Closeli Camera Part 2: Cracking the Remote Relay (Or: How a Missing Empty String Cost Me Weeks)
Reverse engineering libtcpbuffer.so with Ghidra MCP to find why the Chinese relay was silently dropping our protobuf auth — and discovering the embarrassingly simple root cause
Introduction
In the previous post, I built a fully local replacement for the Closeli camera’s Chinese cloud infrastructure. The cameras now stream directly to my Frigate NVR via a local relay server, bypassing all cloud dependencies.
But there was one thing bothering me: the local relay requires the camera and client to be on the same LAN. What about remote access?
The Chinese app uses a relay system where both the camera and the phone connect to a server in China, and the server bridges them. The camera is always connected to its assigned relay.
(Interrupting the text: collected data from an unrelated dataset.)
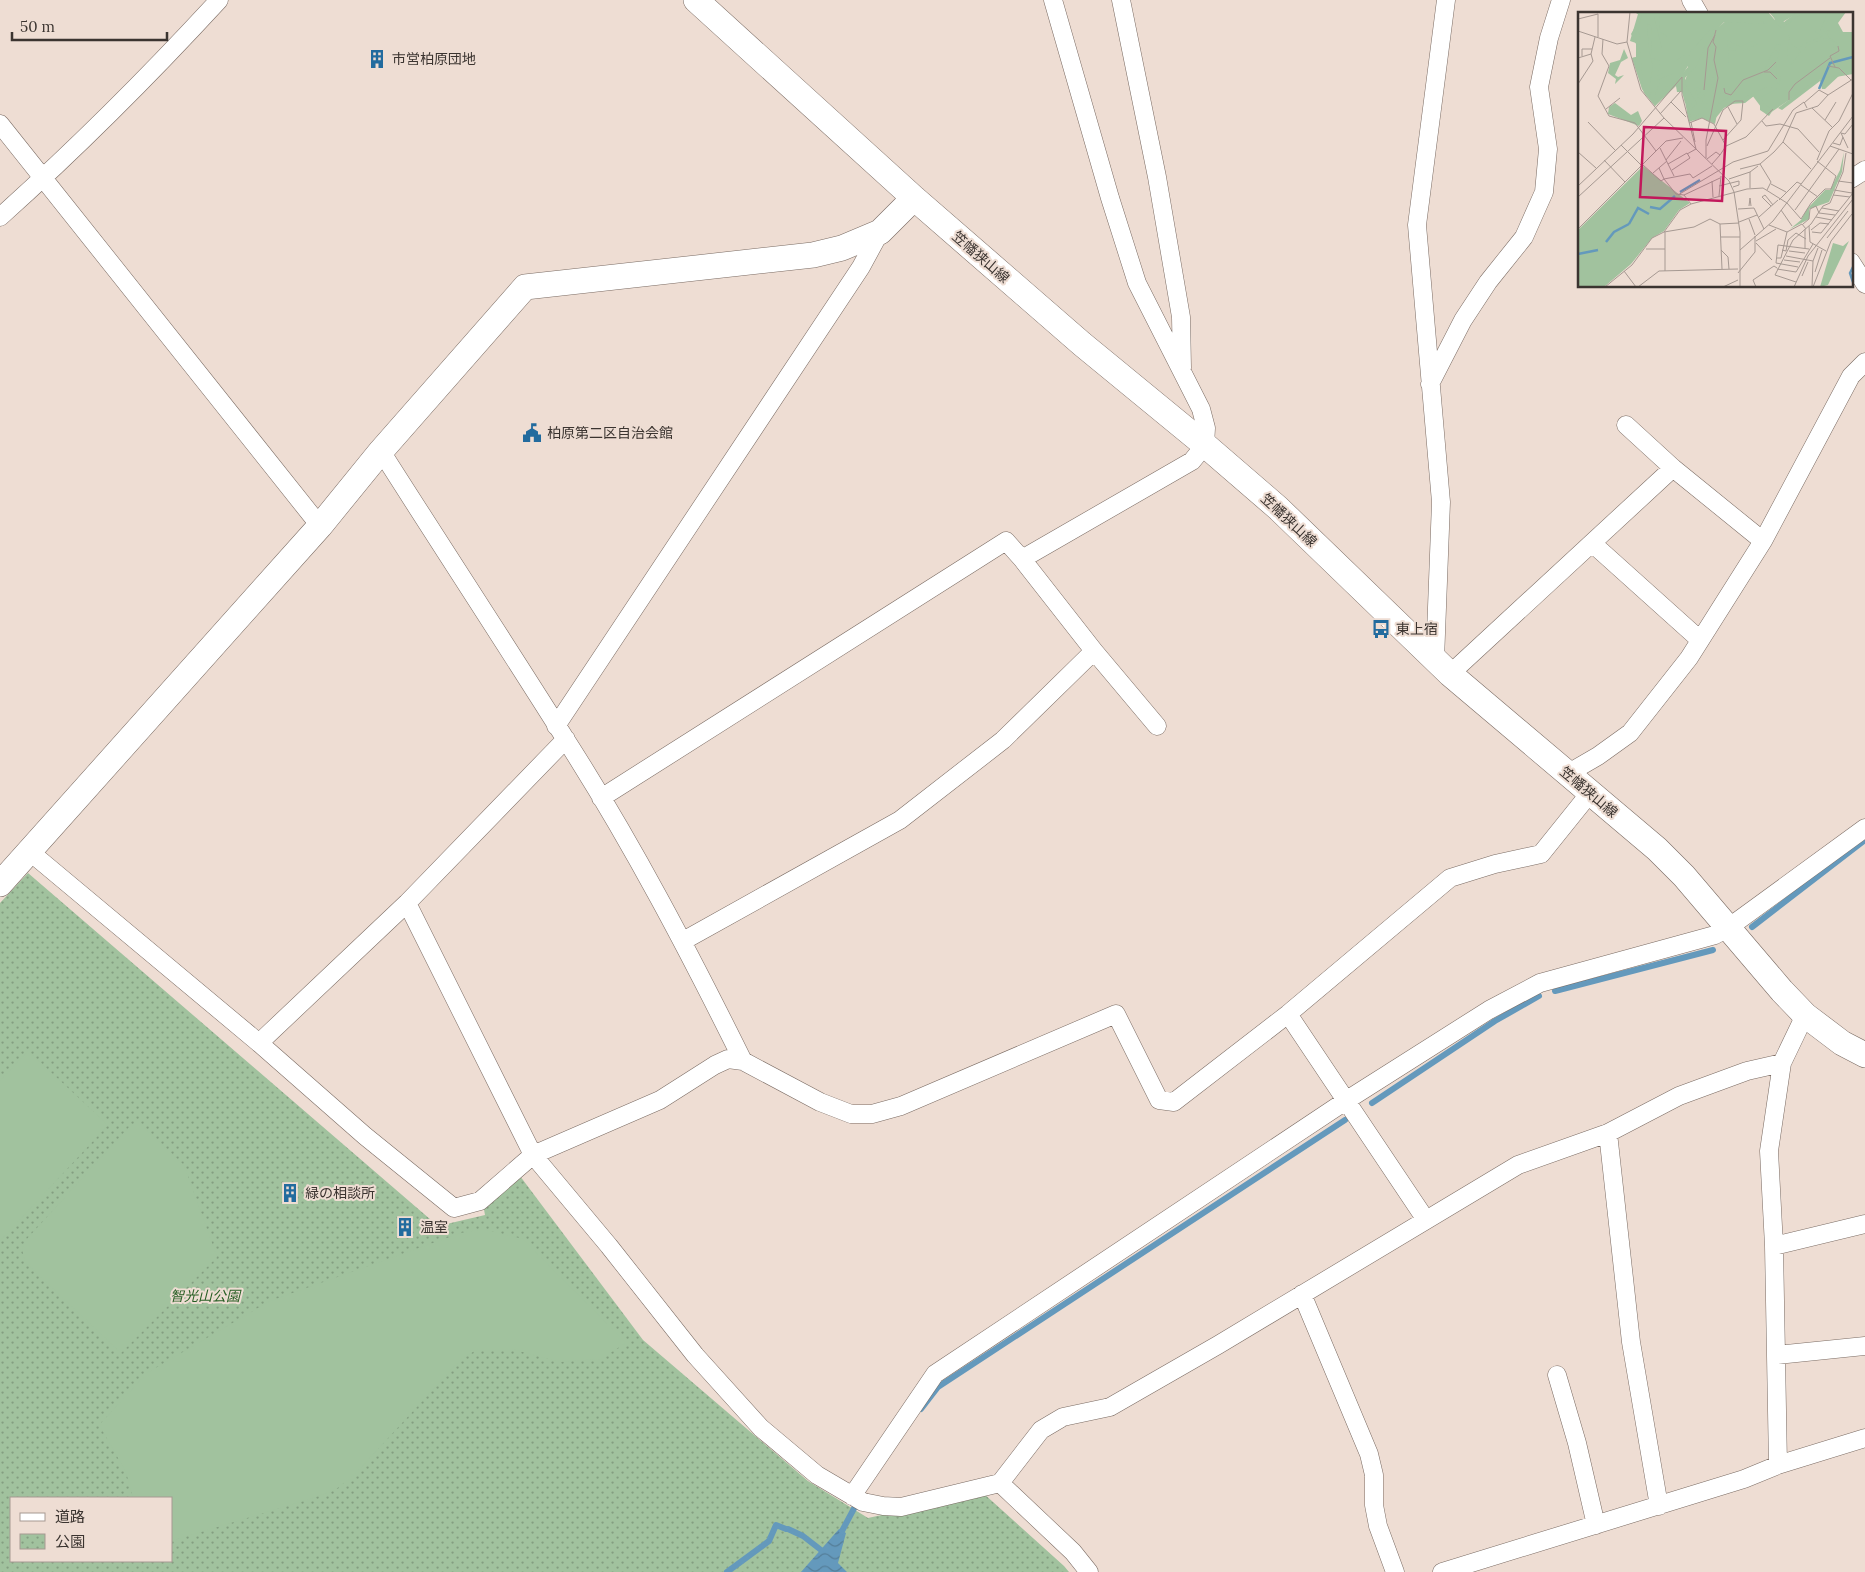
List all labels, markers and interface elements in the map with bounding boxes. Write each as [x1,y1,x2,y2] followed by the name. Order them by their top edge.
[12,10,168,42] scale bar
[1578,12,1852,288] inset map
[20,17,55,36] text: 50 m
[366,48,388,70] building icon: 市営柏原団地
[392,50,476,68] place label: 市営柏原団地
[949,227,1013,287] street label: 笠幡狭山線
[521,422,543,444] public building icon: 柏原第二区自治会館
[547,424,673,442] place label: 柏原第二区自治会館
[1257,490,1321,550] street label: 笠幡狭山線
[1370,618,1392,640] bus stop icon: 東上宿
[1396,620,1438,638] place label: 東上宿
[1556,763,1622,821] street label: 笠幡狭山線
[279,1182,301,1204] building icon: 緑の相談所
[305,1184,375,1202] place label: 緑の相談所
[394,1216,416,1238] building icon: 温室
[420,1218,448,1236] place label: 温室
[170,1287,242,1305] park label: 智光山公園
[10,1497,172,1562] legend
[55,1507,85,1526] text: 道路
[55,1532,85,1551] text: 公園

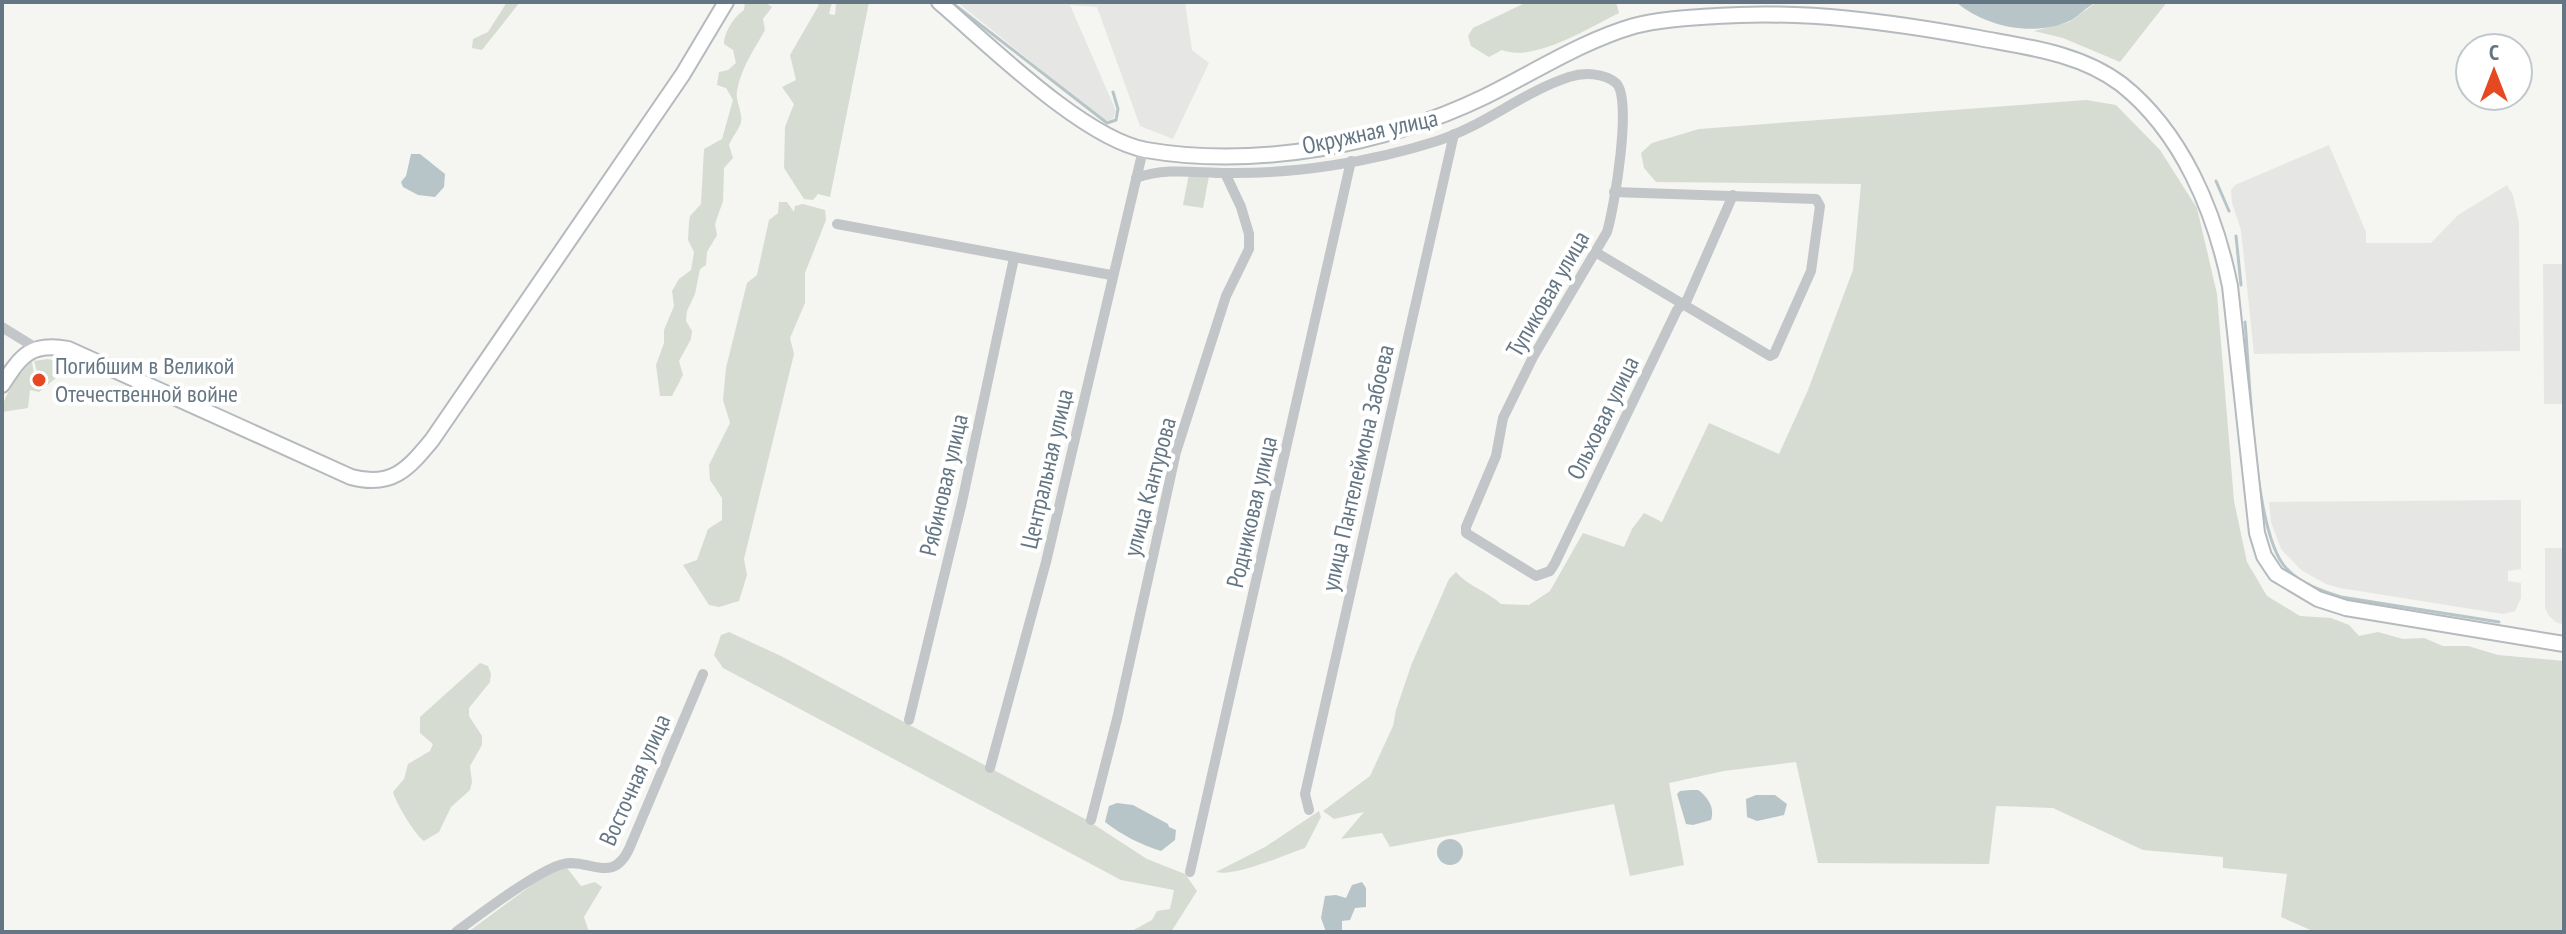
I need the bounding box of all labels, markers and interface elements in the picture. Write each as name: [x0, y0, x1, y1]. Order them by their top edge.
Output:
north arrow: [2454, 32, 2534, 112]
text: С: [2489, 38, 2499, 66]
street label: Окружная улица: [1299, 102, 1441, 161]
street label: Тупиковая улица: [1499, 225, 1596, 362]
street label: улица Пантелеймона Забоева: [1314, 342, 1401, 594]
place label: Погибшим в Великой Отечественной войне: [55, 350, 238, 409]
street label: Ольховая улица: [1559, 351, 1646, 485]
marker: Погибшим в Великой Отечественной войне: [30, 371, 48, 389]
street label: Центральная улица: [1013, 386, 1080, 552]
street label: Рябиновая улица: [912, 411, 975, 559]
street label: улица Кантурова: [1116, 414, 1183, 560]
street label: Родниковая улица: [1219, 433, 1284, 590]
street label: Восточная улица: [592, 709, 677, 850]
If I could connect my client to that same relay — without kicking off the phone app — I’d have remote video access while still controlling the camera through the official app.
The Goal: Receive the camera’s video feed directly from the Chinese relay server, without disrupting the app’s control channel.
The Journey: Weeks of debugging what looked like a WebSocket framing problem, until Ghidra proved it was never a WebSocket problem at all — and then finding a one-line encoding bug that had been silently corrupting every single attempt.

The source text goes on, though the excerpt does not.